Prospect Hummer is an EP by Animal Collective released in May 2005. It is an accompaniment to Sung Tongs.

On a Europe tour in the middle of 2004, the group was introduced to the British folk singer Vashti Bunyan in Edinburgh, Scotland, by Kieran Hebden (Four Tet). Bunyan finally contributed vocals to all of the songs except for "Baleen Sample". Avey Tare, Panda Bear and Deakin are present throughout the entire EP; Geologist, who could not join the tour because of his dayjob, is featured only on the song "Baleen Sample". They had three days to record three songs.

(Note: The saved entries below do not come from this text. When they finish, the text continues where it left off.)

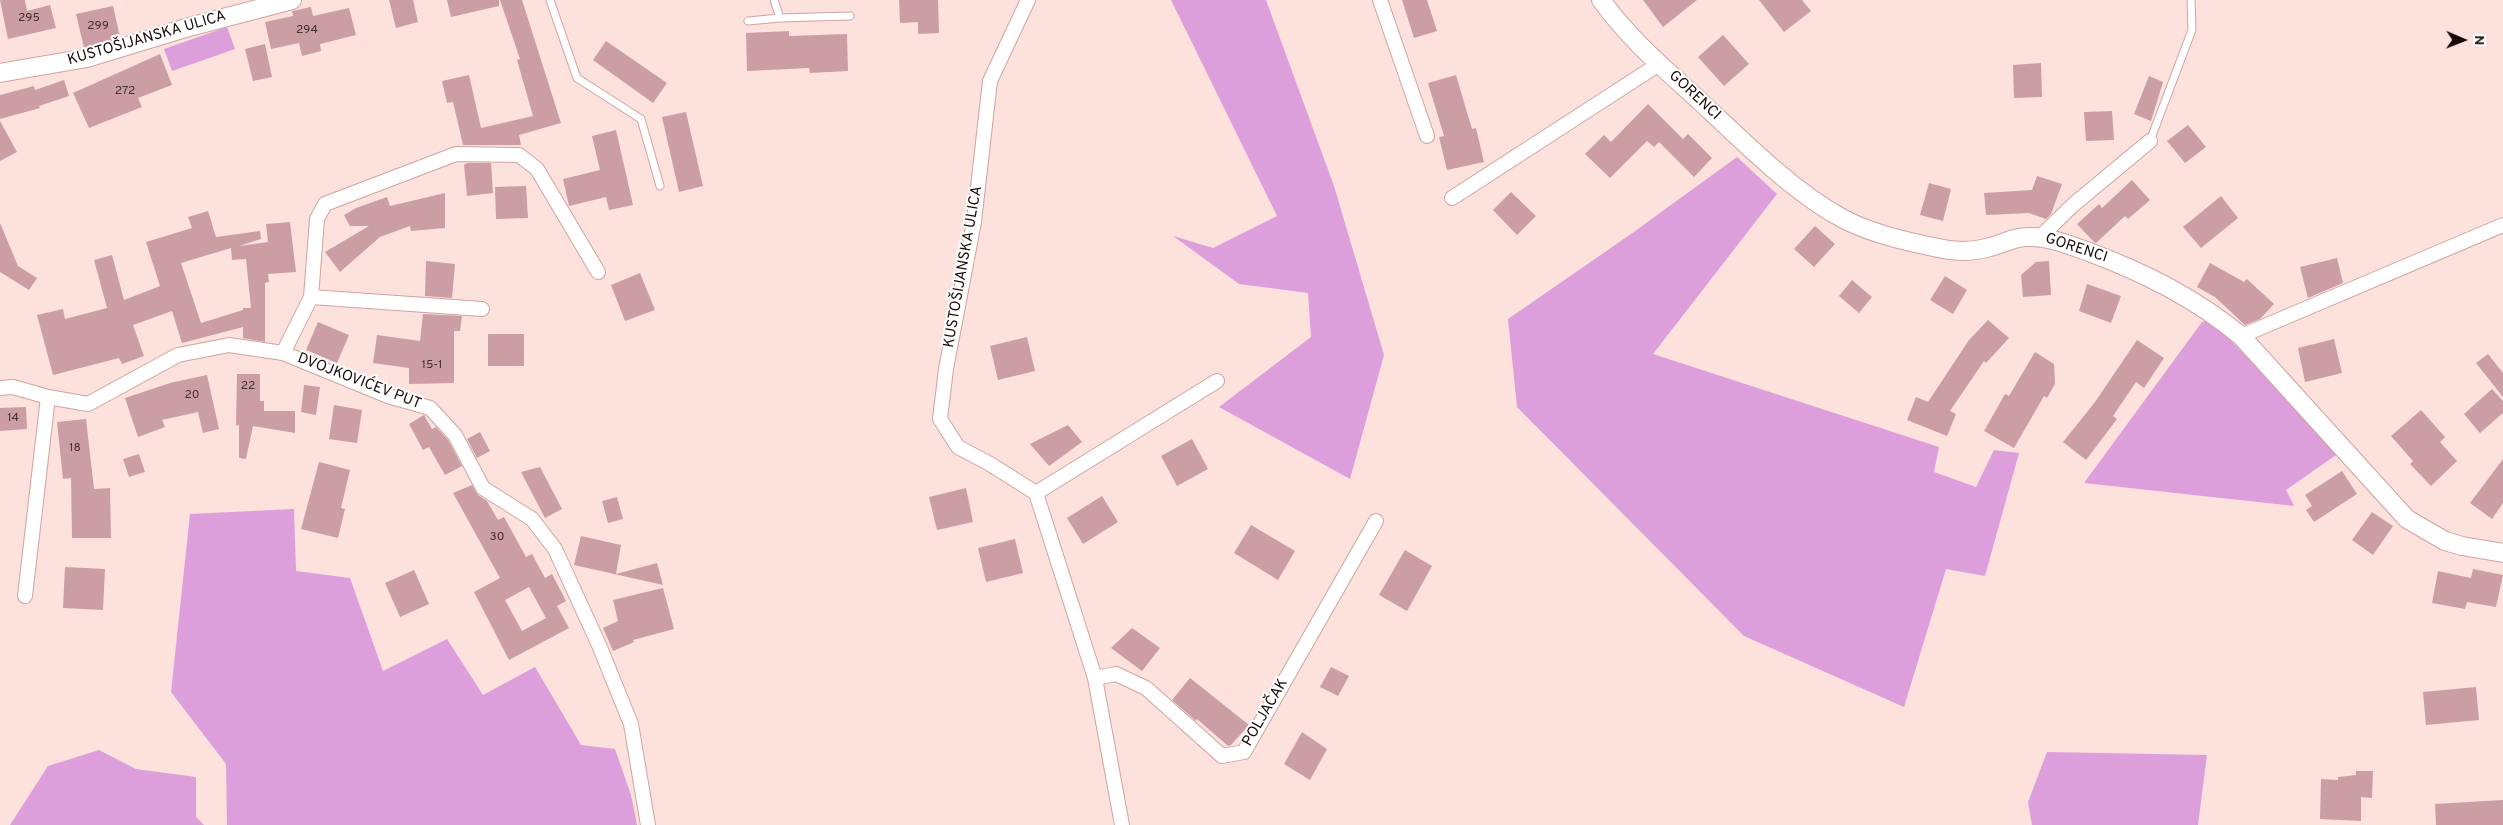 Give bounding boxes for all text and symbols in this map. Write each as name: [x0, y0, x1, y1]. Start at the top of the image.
street label: KUSTOŠIJANSKA ULICA: [66, 8, 228, 70]
house number: 295: [18, 12, 40, 26]
north arrow: [2438, 15, 2488, 65]
house number: 299: [87, 20, 109, 34]
house number: 294: [296, 24, 318, 38]
text: N: [2470, 35, 2487, 45]
street label: GORENCI: [1664, 67, 1724, 125]
house number: 272: [115, 85, 135, 99]
street label: KUSTOŠIJANSKA ULICA: [941, 185, 987, 349]
street label: GORENCI: [2043, 230, 2109, 268]
street label: DVOJKOVIĆEV PUT: [294, 350, 424, 414]
house number: 15-1: [421, 359, 443, 373]
house number: 22: [241, 380, 255, 394]
house number: 20: [184, 389, 200, 403]
house number: 14: [7, 412, 19, 426]
house number: 18: [69, 442, 81, 456]
house number: 30: [490, 531, 504, 545]
street label: POLJAČAK: [1239, 676, 1293, 750]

The first two songs are outtakes from the Sung Tongs recording sessions, re-recorded with Bunyan.

Bunyan says about the recordings:

The release in 2005 led to a Fat Cat Records signing for Vashti Bunyan, who finally wrote, recorded and released her second album Lookaftering, ending a thirty-year hiatus.

Critical reception

Prospect Hummer was welcomed with general warmth from music reviewers. 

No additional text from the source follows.